Durch das Gebet erheben wir uns bis in die Lichtwelt, in welche der Herr alles legte, was wir für Gleichgewicht, Frieden und Entfaltung brauchen. Möglicherweise weiß der Herr selbst nicht, dass wir etwas brauchen; und es ist übrigens auch gar nicht nötig, dass Er es weiß: Da uns dort alles zur Verfügung steht, obliegt es uns, diese Regionen zu erreichen und aus ihnen alle Elemente herauszuholen, die unser Herz und unsere Seele ersehnen – oder gar in ihnen Zuflucht zu finden. Ein Bild soll das veranschaulichen: ihr werdet von Feinden verfolgt und lauft so schnell ihr könnt, um ihnen zu entkommen.
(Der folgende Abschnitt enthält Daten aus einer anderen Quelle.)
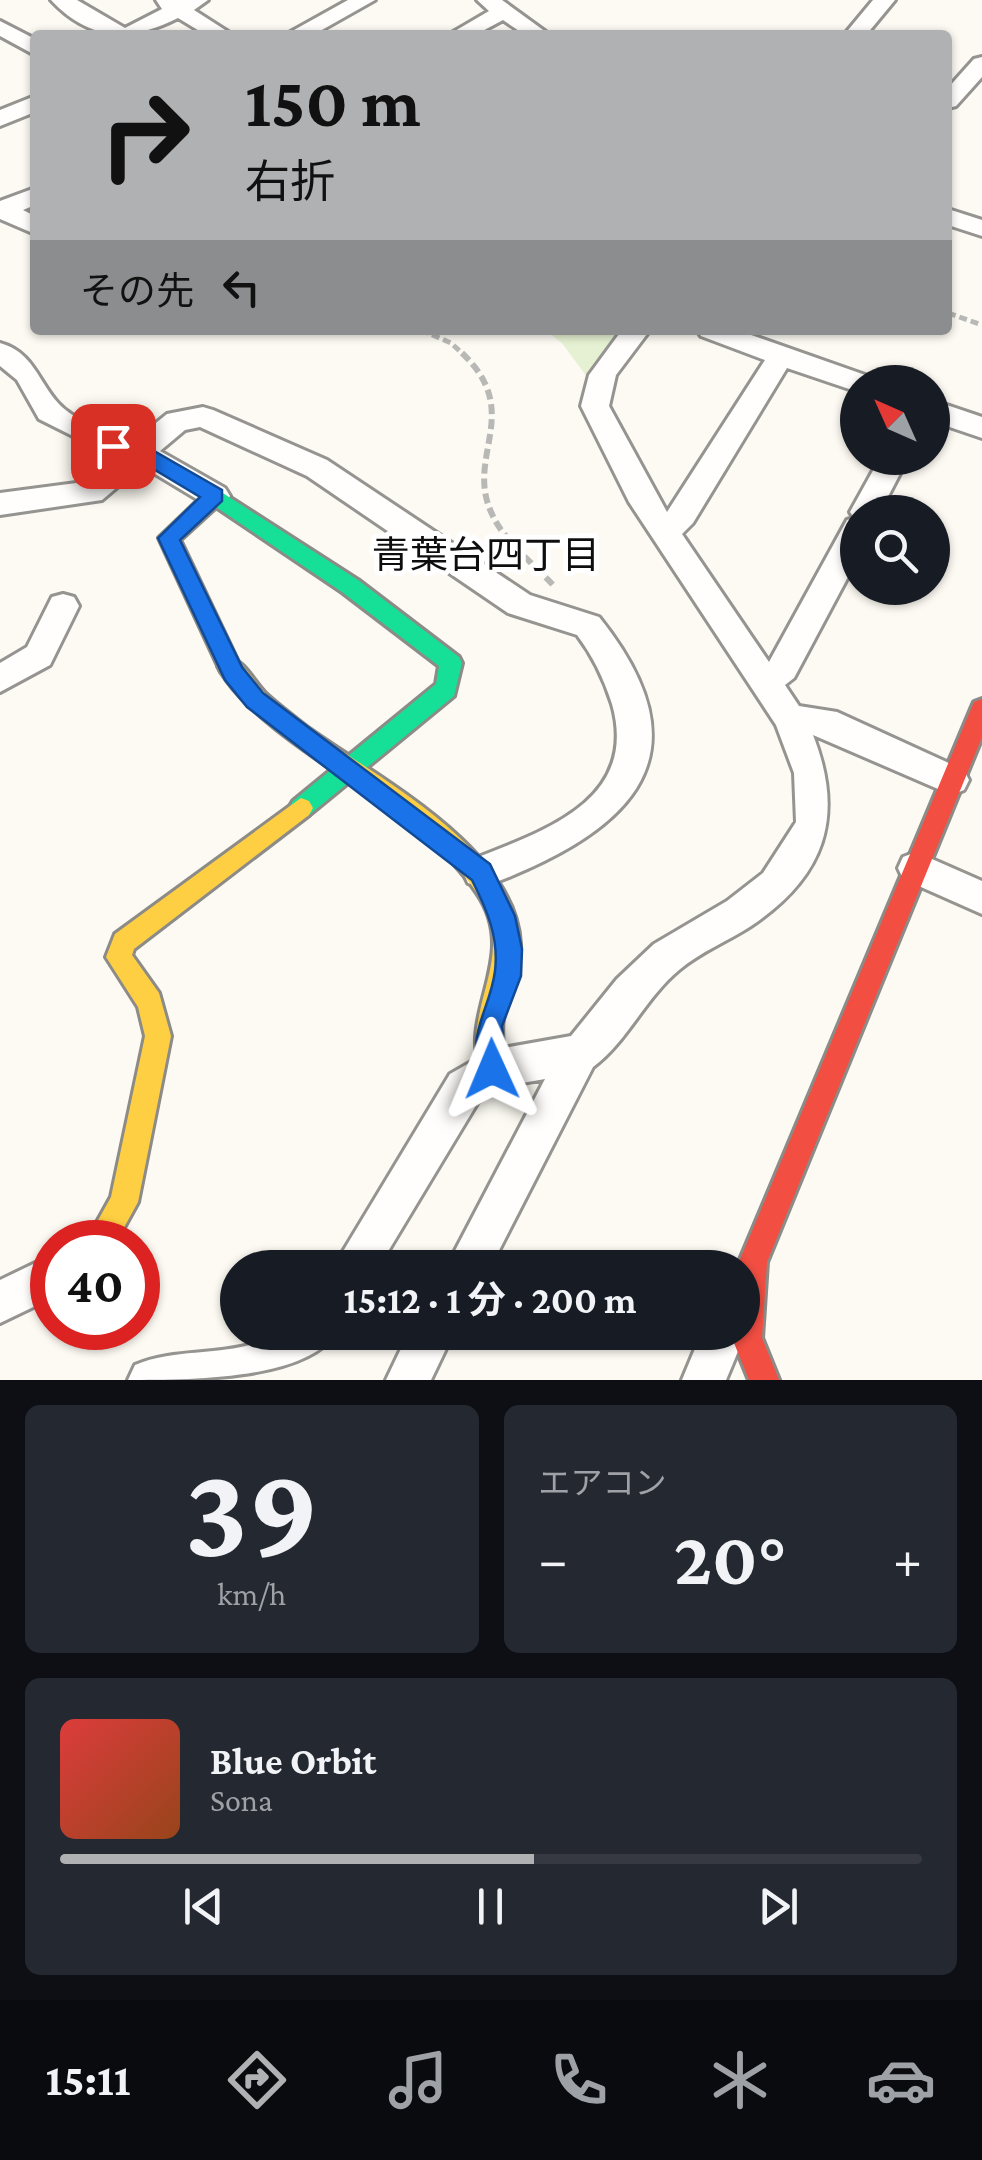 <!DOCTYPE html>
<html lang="ja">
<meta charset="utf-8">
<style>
body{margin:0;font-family:"Crimson Pro","Noto Sans JP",serif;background:#242831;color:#f1f3f6;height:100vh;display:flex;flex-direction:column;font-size:38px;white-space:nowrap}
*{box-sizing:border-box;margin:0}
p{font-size:32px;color:#9ea1a6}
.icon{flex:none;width:55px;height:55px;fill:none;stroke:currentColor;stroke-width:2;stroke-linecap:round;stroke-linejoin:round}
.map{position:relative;height:1380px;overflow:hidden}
.side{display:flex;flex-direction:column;gap:25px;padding:25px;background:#0d0f14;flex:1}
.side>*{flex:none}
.guide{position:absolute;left:30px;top:30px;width:922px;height:305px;border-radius:10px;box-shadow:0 2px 8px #0004;background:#b0b1b2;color:#111;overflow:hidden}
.needle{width:65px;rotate:315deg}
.fabs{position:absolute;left:840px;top:365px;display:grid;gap:20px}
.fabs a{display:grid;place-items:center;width:110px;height:110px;border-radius:50%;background:#171b24;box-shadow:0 2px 8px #0004;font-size:50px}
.speed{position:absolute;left:30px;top:1220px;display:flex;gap:20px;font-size:50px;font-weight:700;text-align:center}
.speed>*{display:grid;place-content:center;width:130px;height:130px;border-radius:50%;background:#171b24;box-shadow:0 2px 8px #0004;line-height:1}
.speed .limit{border:15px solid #d22;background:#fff;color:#111}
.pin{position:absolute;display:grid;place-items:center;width:85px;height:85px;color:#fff;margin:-42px;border-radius:20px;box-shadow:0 5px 15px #0006}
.me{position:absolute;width:110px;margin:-55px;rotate:359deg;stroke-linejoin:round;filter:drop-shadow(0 0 8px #0008)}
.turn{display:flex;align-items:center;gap:35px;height:210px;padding:0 50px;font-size:45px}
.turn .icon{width:130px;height:130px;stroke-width:2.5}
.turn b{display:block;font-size:70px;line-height:85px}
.then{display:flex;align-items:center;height:95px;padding:0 50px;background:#0003;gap:20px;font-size:38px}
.big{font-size:75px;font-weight:700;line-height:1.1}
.side .widget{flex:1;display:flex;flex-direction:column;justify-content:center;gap:15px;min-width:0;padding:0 35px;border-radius:15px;background:#242831}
.side .dial{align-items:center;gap:0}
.dial b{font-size:130px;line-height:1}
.song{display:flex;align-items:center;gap:30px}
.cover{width:120px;height:120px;border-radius:15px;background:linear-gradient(135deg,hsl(0 70% 55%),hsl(20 70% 35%))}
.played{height:10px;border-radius:5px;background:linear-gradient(90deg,#b0b1b2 55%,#363941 55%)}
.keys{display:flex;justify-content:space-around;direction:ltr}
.heat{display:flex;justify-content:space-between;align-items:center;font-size:55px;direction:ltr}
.side .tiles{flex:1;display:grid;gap:25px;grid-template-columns:1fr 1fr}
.widget:last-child{grid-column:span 2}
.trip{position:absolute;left:220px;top:1250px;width:540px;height:100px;border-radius:50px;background:#171b24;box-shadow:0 2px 8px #0004;font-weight:700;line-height:100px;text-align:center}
.tab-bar{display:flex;height:160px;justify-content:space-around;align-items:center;background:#090b0e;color:#9ea1a6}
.tab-bar .icon{width:70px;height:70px}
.tab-bar .selected{color:#b0b1b2}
.tab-bar b{font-size:45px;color:#f1f3f6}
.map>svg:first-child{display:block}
.green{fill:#e5f1d2}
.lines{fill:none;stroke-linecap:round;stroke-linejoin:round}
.street-casing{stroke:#959491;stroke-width:6}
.fast-casing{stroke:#8c8b87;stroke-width:6}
.slow-casing{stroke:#8c8b87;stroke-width:6}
.jam-casing{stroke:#8c8b87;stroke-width:6}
.path-far1{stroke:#b8b8b6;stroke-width:5;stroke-dasharray:8 4;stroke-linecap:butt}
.path{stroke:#b8b8b6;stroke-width:6;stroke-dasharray:10 5;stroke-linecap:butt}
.street{fill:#fffefd;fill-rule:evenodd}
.fast{fill:#16e098;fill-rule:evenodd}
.slow{fill:#ffcf43;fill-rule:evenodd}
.jam{fill:#f24e42;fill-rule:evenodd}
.route{fill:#1a73e8;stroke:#114b97;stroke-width:2.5}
.labels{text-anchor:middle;stroke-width:10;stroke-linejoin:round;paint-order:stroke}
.neighbourhood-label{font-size:38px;fill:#0e0e0e;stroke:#fff}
</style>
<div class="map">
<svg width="982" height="1380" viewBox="0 0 982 1380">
<rect width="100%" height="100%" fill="#fcfaf2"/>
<path class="green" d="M545,330H625L590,381L562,343Z"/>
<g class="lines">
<defs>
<path id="street" d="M51,0H77L125,28L162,9L156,0H208L194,10L233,35H206L178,18C131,42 89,41 51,0Z
M348,0H375L313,35H285Z
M477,0H502L550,35H525L503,20L475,35H448L489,11Z
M873,0H895L866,35H844Z
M0,21L35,39V55L0,36Z
M982,57V77L956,106L948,108V88L974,59Z
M35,96V112L0,126V110Z
M35,188V205L23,210L35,216V234L0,219V201Z
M948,209L982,220V236L948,225Z
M622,330H650L616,375L609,406L667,512L765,360L701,336L697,330H737L868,376L871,382H858V392L787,368L693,523L682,534L769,662L847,520L854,518L850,512L880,458H908L880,512H858V558L794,678L785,685L799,706L837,712L964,770L969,780L964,790L952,795L813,735C845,817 825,876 751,926C728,941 700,952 679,970C645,998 627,1042 593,1067L490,1268H446L545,1079L499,1087L478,1102L378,1268H333L450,1074L492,1050L571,1036L617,979L654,944L727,901L763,873L796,822L794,773L776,725L629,502L581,406L589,375Z
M0,343C33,352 38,381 58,403C73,420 113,436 135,440L167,414L203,407L213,410L327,460L530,595L599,617C717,764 620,836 481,888L468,883L463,872L468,861C541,832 640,802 612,704C604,679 593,656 577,635L508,613L307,476L200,427L185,430L160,451L225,488L230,496L225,504H205L142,466L102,500L0,515V493L84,482L115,457L39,419L17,380L0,366Z
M932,400L982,417V438L932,421Z
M63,594L74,597L79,606L50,665L0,692V663L27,647L52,597Z
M916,852L982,881V914L903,879L898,868L903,857Z
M52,1255V1298L0,1323V1280Z
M742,1325L746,1332L726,1380H682L702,1332H742Z
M280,1332H336C308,1380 189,1380 128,1380L135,1365C182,1345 234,1360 280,1332Z
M409,1332H454L431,1380H386Z"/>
<path id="fast" d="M215,488L358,580L459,657L462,663L454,696L309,815L301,818L293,815L289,808L293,801L436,684L439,666L342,592L216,507L180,540L240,666L237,672H221L159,538L208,491Z"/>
<path id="slow" d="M229,657C245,662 254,682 266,694C279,706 294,717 308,728C376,777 516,849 520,944C521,970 509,994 503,1019C499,1039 509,1060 501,1078L492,1082L483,1078C455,1012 522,959 477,893C427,818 336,780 269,723C250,707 229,688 218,666L221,660Z
M301,798L309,801L313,808L309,815L134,949L132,955L159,993L171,1036L138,1202L116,1242H86L111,1197L145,1036L138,1007L106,957L115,934Z"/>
<path id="jam" d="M982,699V737L767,1262L762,1338L779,1380H749L732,1338L733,1332H742V1268H738L739,1262L971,709L974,702Z"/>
</defs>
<use href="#street" class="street-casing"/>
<use href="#fast" class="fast-casing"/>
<use href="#slow" class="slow-casing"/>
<use href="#jam" class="jam-casing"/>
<path class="path-far1" d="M948,313L982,325
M421,330L451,343L464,355"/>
<path class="path" d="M462,353C525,413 464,456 492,514C503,540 535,565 554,586"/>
<use href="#street" class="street"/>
<use href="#fast" class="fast"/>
<use href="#slow" class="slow"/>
<use href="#jam" class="jam"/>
</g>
<path class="route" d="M113,439L147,447L222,490V501L180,540L242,667L263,693L490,864L515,916L522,949L521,976L502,1026L506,1069L502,1079L492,1083L483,1079C464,1034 490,1012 495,971C499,937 487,910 472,880L247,707L225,680L158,538L200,497L135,458L106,451L103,446Z"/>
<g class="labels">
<g class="neighbourhood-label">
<text x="486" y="568">青葉台四丁目</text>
</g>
</g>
</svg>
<div class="fabs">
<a><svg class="needle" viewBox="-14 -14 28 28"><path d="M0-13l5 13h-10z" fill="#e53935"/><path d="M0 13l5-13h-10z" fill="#9ea1a6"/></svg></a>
<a><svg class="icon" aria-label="search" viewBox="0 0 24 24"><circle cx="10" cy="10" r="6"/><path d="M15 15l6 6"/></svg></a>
</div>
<div class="speed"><div class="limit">40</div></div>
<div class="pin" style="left:113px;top:446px;background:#d93025"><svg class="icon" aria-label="arrive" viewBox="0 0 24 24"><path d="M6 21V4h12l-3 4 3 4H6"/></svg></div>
<svg class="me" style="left:492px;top:1069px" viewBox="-20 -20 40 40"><path d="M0-17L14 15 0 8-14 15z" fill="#1a73e8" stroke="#fff" stroke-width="4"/></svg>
<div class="trip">15:12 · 1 分 · 200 m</div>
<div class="guide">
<div class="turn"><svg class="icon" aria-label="right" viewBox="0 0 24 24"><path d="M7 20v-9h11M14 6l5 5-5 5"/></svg><div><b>150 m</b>右折</div></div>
<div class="then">その先<svg class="icon" aria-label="left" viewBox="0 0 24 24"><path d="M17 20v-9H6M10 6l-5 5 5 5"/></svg></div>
</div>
</div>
<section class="side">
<div class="tiles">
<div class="widget dial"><b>39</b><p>km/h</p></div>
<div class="widget"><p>エアコン</p>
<div class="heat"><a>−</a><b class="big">20°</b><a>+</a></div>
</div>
<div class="widget">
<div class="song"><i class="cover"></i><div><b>Blue Orbit</b><p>Sona</p></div></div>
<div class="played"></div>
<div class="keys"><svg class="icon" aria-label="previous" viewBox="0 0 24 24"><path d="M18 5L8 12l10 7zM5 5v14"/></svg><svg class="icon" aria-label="pause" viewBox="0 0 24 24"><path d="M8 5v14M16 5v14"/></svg><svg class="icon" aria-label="next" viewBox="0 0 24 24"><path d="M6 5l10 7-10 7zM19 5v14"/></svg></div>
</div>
</div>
</section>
<nav class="tab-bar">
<b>15:11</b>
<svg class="icon selected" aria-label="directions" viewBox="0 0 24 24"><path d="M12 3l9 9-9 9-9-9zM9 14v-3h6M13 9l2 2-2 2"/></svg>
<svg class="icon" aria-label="music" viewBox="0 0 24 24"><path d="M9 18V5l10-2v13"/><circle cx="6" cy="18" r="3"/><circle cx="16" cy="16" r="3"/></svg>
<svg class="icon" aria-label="phone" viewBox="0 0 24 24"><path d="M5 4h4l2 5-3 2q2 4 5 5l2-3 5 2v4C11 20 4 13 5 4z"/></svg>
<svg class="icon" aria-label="climate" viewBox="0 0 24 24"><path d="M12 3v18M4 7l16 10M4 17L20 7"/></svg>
<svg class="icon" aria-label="car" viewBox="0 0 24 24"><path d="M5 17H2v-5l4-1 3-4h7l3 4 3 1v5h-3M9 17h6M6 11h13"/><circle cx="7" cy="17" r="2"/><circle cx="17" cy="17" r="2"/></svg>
</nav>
Endlich geratet ihr völlig staubig und außer Atem in eine Versammlung von Menschen hinein, die gerade essen, trinken und sich an Gesang, Tanz und Wohlgerüchen erfreuen. Keiner sagt zu euch: ‚He, du, was machst du denn da? Du bist hier nicht erwünscht, geh fort!‘, sondern im Gegenteil, man empfängt euch, gibt euch das Nötige zum Waschen und saubere Kleider und lädt euch zum Festmahl ein. Indessen bleiben eure Feinde vor der Türe und können euch nicht schaden. Nun, so wirkt das Gebet: ihr lauft und lauft, d.h. ihr entgeht den schädlichen Strömen und bösen Wesenheiten, die euch verfolgen, und gelangt an einen Ort, an dem der Herr in Begleitung von Engeln, Erzengeln und allen göttlichen Wesen weilt. Der Herr ist gern bereit, euch mitten unter ihnen zu empfangen. Ihr bleibt dort, solange ihr es wünscht; und eure Feinde müssen mit leeren Händen den Rückzug antreten. Ihr selbst kehrt glücklich und befriedigt nach Hause zurück.

Wenn ihr euch also in Zukunft unglücklich oder verwirrt fühlt, jammert und klagt nicht bei allen, nehmt keine Beruhigungs- oder Aufputschmittel, sondern versucht vielmehr, die Region zu wechseln, nehmt eben Zuflucht zum Gebet – einem wunderbaren und wirksamen Mittel, das uns die größten Meister gelehrt haben. In den schlimmsten Situationen denkt daran, dass nichts jemals endgültig ist und dass man nur darauf bedacht sein muss, den Ort zu wechseln. Ja, den Ort wechseln. Der Herr sucht euch nicht dort auf, wo ihr euch befindet, Er holt euch nicht aus der Hölle heraus, um euch in den Himmel zu heben. Ihr selbst solltet euch die Mühe machen, euch bis zu Ihm emporzuschwingen.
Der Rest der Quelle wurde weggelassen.